*** Opening of Data extracts ***

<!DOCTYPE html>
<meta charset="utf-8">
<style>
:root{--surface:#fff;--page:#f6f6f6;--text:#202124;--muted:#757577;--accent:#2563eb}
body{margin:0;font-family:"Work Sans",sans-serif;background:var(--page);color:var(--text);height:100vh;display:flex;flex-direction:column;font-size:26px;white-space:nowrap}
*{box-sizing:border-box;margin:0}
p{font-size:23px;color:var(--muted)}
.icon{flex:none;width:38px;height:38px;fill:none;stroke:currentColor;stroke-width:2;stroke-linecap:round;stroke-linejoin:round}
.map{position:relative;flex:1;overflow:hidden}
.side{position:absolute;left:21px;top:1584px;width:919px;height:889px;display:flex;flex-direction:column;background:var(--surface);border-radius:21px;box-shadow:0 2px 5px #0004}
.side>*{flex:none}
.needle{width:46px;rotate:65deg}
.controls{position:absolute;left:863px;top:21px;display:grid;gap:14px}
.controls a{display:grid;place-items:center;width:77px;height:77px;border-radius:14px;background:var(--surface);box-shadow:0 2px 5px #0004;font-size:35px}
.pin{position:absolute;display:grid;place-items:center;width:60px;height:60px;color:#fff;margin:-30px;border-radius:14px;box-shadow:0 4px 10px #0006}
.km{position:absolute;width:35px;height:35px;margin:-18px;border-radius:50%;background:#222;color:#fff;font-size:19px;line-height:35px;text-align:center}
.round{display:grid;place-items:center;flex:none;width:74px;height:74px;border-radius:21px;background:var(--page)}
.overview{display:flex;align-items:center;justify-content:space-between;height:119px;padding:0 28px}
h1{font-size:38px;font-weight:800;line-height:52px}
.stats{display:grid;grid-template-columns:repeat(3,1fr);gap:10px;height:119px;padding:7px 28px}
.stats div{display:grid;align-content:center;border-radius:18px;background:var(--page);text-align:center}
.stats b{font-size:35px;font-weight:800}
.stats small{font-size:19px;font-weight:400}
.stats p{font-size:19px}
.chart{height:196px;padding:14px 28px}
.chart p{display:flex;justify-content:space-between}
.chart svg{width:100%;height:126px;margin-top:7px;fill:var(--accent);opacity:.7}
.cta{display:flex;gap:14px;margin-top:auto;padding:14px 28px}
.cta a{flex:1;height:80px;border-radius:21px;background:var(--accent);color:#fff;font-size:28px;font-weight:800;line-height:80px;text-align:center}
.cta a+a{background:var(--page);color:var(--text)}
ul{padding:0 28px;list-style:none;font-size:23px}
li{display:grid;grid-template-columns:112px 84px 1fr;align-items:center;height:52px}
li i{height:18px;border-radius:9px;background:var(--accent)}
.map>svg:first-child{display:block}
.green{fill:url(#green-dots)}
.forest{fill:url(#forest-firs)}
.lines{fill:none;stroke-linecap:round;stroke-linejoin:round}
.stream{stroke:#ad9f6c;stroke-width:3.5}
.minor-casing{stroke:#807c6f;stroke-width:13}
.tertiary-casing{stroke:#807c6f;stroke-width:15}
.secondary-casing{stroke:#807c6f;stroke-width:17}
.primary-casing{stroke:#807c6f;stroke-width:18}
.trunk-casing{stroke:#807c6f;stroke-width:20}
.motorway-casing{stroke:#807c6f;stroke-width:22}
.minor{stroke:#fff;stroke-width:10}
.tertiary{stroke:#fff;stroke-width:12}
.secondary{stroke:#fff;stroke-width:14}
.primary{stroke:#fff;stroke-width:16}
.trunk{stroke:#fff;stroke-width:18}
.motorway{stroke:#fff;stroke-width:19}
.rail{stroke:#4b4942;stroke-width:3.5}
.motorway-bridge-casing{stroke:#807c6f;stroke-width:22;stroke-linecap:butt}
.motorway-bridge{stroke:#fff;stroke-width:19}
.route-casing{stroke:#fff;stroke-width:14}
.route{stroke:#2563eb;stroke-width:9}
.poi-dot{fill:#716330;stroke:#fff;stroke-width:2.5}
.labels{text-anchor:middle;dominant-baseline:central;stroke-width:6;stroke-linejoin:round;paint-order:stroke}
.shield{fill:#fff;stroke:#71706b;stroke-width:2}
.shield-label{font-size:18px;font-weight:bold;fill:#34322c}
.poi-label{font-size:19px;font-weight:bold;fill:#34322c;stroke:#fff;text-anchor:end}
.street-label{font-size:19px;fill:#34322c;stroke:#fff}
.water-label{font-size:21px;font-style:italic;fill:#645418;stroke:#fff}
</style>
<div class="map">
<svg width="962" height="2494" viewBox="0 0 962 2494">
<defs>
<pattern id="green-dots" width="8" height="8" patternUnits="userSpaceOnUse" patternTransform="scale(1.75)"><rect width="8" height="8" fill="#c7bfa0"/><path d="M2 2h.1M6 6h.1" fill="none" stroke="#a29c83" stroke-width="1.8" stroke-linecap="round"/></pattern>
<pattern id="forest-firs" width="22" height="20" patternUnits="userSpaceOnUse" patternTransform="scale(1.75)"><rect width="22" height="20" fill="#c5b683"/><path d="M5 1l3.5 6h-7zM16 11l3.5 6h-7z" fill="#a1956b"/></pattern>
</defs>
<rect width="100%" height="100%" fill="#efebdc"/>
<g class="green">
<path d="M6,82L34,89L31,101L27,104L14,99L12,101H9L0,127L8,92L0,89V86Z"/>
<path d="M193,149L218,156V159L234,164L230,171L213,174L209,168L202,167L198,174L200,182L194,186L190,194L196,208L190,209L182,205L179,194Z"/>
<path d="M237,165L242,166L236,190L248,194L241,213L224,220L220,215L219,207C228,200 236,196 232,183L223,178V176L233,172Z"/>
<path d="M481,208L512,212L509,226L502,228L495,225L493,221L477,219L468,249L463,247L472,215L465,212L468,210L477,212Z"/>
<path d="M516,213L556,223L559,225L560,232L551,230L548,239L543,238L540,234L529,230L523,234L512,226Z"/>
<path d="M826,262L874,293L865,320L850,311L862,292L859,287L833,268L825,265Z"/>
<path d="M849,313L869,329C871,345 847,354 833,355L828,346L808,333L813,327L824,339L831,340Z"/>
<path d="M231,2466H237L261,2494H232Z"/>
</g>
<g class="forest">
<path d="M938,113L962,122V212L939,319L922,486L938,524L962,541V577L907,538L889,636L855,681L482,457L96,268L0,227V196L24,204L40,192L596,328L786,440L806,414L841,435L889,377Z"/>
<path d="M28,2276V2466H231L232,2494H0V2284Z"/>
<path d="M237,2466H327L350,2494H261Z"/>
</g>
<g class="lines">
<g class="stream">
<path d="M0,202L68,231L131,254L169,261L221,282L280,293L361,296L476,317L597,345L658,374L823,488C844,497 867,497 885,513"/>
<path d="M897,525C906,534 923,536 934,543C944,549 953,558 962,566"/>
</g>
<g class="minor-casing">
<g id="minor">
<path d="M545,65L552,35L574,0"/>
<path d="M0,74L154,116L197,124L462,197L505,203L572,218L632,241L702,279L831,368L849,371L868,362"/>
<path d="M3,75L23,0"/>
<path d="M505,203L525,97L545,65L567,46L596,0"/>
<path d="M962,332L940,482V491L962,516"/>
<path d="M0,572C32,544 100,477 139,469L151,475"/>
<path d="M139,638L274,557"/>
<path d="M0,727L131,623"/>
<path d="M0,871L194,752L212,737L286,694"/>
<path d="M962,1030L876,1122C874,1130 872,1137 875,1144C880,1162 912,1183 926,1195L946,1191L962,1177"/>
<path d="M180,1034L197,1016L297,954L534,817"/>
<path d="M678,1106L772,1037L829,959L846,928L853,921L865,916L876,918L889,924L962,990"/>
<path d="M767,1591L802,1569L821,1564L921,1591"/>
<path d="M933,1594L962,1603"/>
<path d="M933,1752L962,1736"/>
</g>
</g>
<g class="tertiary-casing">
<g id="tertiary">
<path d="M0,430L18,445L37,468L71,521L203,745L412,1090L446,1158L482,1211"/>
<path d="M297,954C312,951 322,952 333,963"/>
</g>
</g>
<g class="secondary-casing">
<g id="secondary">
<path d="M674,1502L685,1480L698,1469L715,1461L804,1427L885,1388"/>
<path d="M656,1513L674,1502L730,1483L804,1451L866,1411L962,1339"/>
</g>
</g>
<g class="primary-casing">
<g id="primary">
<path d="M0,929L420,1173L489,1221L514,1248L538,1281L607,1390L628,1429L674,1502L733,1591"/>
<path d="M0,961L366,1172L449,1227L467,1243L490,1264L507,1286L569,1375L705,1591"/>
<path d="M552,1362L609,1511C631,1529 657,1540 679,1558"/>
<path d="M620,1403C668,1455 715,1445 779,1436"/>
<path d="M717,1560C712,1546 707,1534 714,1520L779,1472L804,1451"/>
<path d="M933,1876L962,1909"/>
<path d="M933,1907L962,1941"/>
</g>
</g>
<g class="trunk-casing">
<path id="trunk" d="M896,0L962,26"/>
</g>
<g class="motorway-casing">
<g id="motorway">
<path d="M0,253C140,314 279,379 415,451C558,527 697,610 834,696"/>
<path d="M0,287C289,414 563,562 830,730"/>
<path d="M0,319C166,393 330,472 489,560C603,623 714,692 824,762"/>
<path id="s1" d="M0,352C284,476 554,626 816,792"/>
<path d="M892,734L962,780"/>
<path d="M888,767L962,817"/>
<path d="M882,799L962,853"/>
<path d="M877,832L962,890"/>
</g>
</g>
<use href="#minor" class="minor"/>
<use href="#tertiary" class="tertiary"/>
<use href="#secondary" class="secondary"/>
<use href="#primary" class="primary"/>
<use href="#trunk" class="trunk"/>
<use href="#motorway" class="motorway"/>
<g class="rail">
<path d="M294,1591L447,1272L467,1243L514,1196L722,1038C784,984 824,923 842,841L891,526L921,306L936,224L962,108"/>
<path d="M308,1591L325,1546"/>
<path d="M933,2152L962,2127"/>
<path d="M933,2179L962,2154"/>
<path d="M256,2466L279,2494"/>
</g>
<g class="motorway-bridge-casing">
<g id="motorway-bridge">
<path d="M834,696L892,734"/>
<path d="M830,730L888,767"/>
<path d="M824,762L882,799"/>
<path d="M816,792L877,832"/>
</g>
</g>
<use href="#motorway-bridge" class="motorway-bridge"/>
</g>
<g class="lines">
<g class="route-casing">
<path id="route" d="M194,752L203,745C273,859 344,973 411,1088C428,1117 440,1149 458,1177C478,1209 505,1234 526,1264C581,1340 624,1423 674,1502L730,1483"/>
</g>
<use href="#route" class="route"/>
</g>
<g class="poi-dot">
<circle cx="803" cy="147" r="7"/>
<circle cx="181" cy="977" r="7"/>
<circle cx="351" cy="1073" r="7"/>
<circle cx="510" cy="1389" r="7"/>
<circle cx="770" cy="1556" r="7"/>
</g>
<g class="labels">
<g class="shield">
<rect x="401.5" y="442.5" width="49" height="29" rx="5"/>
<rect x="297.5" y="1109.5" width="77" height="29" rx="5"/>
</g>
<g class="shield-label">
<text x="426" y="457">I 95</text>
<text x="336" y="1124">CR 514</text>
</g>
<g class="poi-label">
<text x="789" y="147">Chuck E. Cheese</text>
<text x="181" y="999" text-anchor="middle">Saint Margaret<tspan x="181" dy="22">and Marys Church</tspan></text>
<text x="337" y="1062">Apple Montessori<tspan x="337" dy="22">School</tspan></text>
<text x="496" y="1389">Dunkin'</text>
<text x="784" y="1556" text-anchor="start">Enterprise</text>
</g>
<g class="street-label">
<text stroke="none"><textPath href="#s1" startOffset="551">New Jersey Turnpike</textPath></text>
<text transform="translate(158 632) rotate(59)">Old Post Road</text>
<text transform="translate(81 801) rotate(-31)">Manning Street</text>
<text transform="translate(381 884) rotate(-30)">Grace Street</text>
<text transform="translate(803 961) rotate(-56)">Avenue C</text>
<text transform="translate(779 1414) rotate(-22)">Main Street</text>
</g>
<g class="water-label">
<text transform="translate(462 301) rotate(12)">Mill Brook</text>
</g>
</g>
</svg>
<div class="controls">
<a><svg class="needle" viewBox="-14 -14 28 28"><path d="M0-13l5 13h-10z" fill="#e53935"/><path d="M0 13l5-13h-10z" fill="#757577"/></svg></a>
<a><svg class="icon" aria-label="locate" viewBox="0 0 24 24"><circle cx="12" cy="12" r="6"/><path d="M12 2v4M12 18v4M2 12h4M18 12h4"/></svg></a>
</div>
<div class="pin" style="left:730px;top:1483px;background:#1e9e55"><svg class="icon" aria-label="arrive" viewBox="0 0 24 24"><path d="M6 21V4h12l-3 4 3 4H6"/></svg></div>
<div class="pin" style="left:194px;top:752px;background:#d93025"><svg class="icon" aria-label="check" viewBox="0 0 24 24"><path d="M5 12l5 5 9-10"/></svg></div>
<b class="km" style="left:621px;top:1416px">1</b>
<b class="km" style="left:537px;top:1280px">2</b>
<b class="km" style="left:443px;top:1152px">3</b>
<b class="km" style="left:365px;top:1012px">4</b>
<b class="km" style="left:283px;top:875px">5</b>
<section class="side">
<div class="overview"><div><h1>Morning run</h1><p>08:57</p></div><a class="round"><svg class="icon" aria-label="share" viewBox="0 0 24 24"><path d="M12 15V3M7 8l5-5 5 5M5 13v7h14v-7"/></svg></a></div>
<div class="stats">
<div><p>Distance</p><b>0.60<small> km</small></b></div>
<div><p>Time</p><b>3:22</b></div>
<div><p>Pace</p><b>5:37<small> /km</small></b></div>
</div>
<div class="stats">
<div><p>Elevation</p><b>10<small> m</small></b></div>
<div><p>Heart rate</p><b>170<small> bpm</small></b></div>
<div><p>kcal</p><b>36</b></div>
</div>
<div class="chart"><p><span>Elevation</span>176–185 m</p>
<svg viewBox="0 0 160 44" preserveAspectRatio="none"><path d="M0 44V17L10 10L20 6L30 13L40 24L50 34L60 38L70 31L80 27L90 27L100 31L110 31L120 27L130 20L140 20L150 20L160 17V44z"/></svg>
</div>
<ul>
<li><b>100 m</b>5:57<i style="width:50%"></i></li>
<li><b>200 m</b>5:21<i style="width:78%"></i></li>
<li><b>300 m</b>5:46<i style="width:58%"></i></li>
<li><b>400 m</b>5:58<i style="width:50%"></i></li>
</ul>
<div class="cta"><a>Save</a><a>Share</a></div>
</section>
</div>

*** Close of Data extracts ***

What you will do: What lines above contain the string "controls"? Copy all of them.

Result of this task:
.controls{position:absolute;left:863px;top:21px;display:grid;gap:14px}
.controls a{display:grid;place-items:center;width:77px;height:77px;border-radius:14px;background:var(--surface);box-shadow:0 2px 5px #0004;font-size:35px}
<div class="controls">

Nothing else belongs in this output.